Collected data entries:
[Start of section]
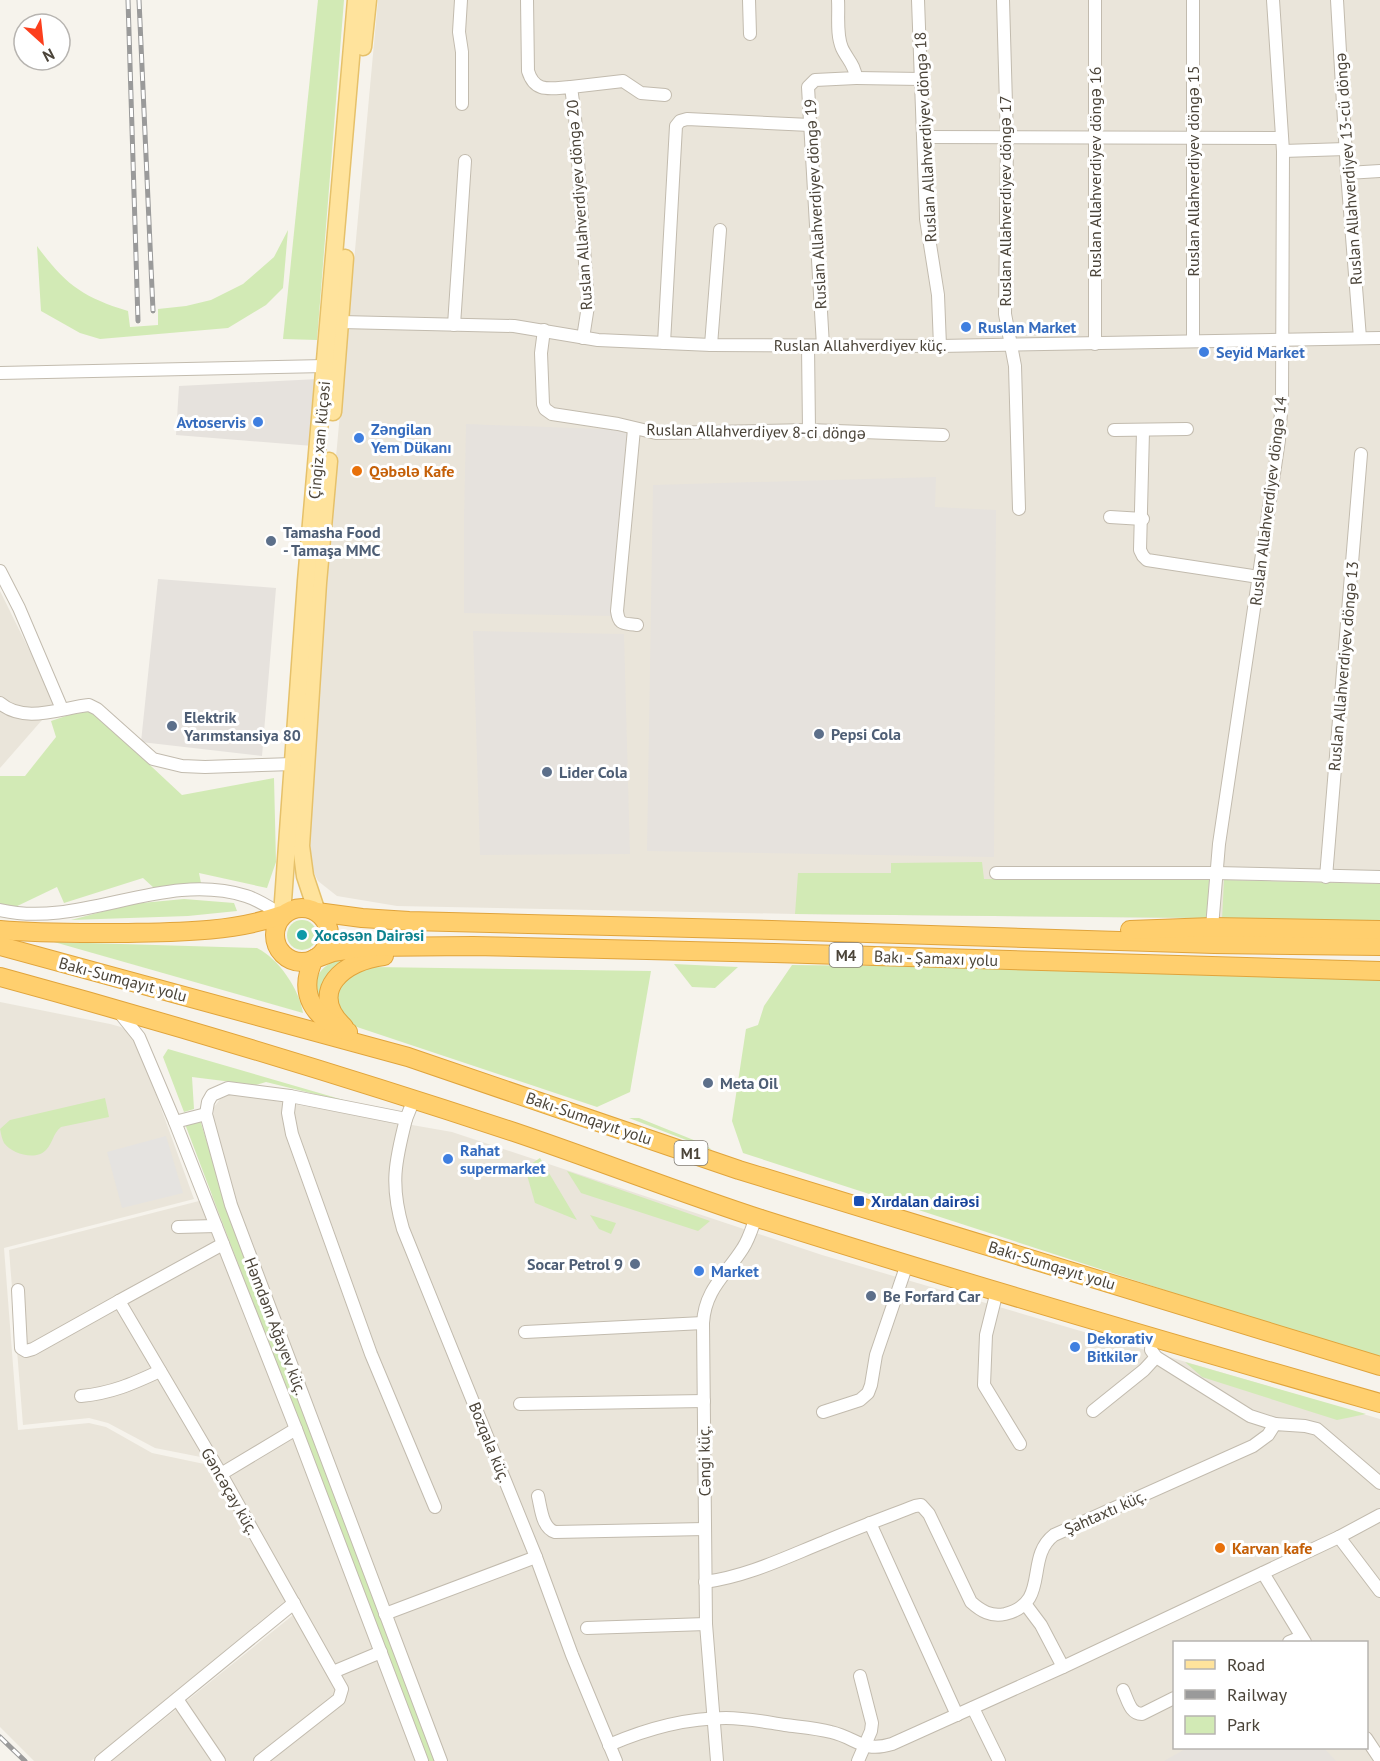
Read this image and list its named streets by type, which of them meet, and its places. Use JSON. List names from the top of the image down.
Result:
{
  "streets": {
    "highway": [
      "M4",
      "Bakı - Şamaxı yolu",
      "Bakı-Sumqayıt yolu",
      "M1"
    ],
    "main road": ["Çingiz xan küçəsi"],
    "street": [
      "Ruslan Allahverdiyev döngə 18",
      "Ruslan Allahverdiyev 13-cü döngə",
      "Ruslan Allahverdiyev döngə 15",
      "Ruslan Allahverdiyev döngə 16",
      "Ruslan Allahverdiyev döngə 17",
      "Ruslan Allahverdiyev döngə 19",
      "Ruslan Allahverdiyev döngə 20",
      "Ruslan Allahverdiyev küç.",
      "Ruslan Allahverdiyev 8-ci döngə",
      "Ruslan Allahverdiyev döngə 14",
      "Ruslan Allahverdiyev döngə 13",
      "Həmdəm Ağayev küç.",
      "Bozqala küç.",
      "Cəngi küç.",
      "Gəncəçay küç.",
      "Şahtaxtı küç."
    ]
  },
  "crossings": [
    ["Ruslan Allahverdiyev döngə 18", "Ruslan Allahverdiyev küç."],
    ["Ruslan Allahverdiyev 13-cü döngə", "Ruslan Allahverdiyev küç."],
    ["Ruslan Allahverdiyev döngə 15", "Ruslan Allahverdiyev küç."],
    ["Ruslan Allahverdiyev döngə 16", "Ruslan Allahverdiyev küç."],
    ["Ruslan Allahverdiyev döngə 17", "Ruslan Allahverdiyev küç."],
    ["Ruslan Allahverdiyev döngə 19", "Ruslan Allahverdiyev küç."],
    ["Ruslan Allahverdiyev döngə 20", "Ruslan Allahverdiyev küç."],
    ["Ruslan Allahverdiyev küç.", "Ruslan Allahverdiyev 8-ci döngə"],
    ["Ruslan Allahverdiyev küç.", "Çingiz xan küçəsi"],
    ["Ruslan Allahverdiyev küç.", "Ruslan Allahverdiyev döngə 14"],
    ["Çingiz xan küçəsi", "Bakı - Şamaxı yolu"],
    ["Ruslan Allahverdiyev döngə 14", "Bakı - Şamaxı yolu"],
    ["Bakı-Sumqayıt yolu", "Cəngi küç."]
  ],
  "places": {
    "other": [
      "Ruslan Market",
      "Seyid Market",
      "Avtoservis",
      "Zəngilan Yem Dükanı",
      "Qəbələ Kafe",
      "Tamasha Food - Tamaşa MMC",
      "Elektrik Yarımstansiya 80",
      "Pepsi Cola",
      "Lider Cola",
      "Xocəsən Dairəsi",
      "Meta Oil",
      "Rahat supermarket",
      "Socar Petrol 9",
      "Market",
      "Be Forfard Car",
      "Dekorativ Bitkilər",
      "Karvan kafe"
    ],
    "transit": ["Xırdalan dairəsi"]
  },
  "legend": ["Road", "Railway", "Park"],
  "north": "bottom right"
}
[End of section]
ACTION ITEM:
Your answer should consist of the lines above that hold the word "Şamaxı".

ANSWER SPACE:
      "Bakı - Şamaxı yolu",
    ["Çingiz xan küçəsi", "Bakı - Şamaxı yolu"],
    ["Ruslan Allahverdiyev döngə 14", "Bakı - Şamaxı yolu"],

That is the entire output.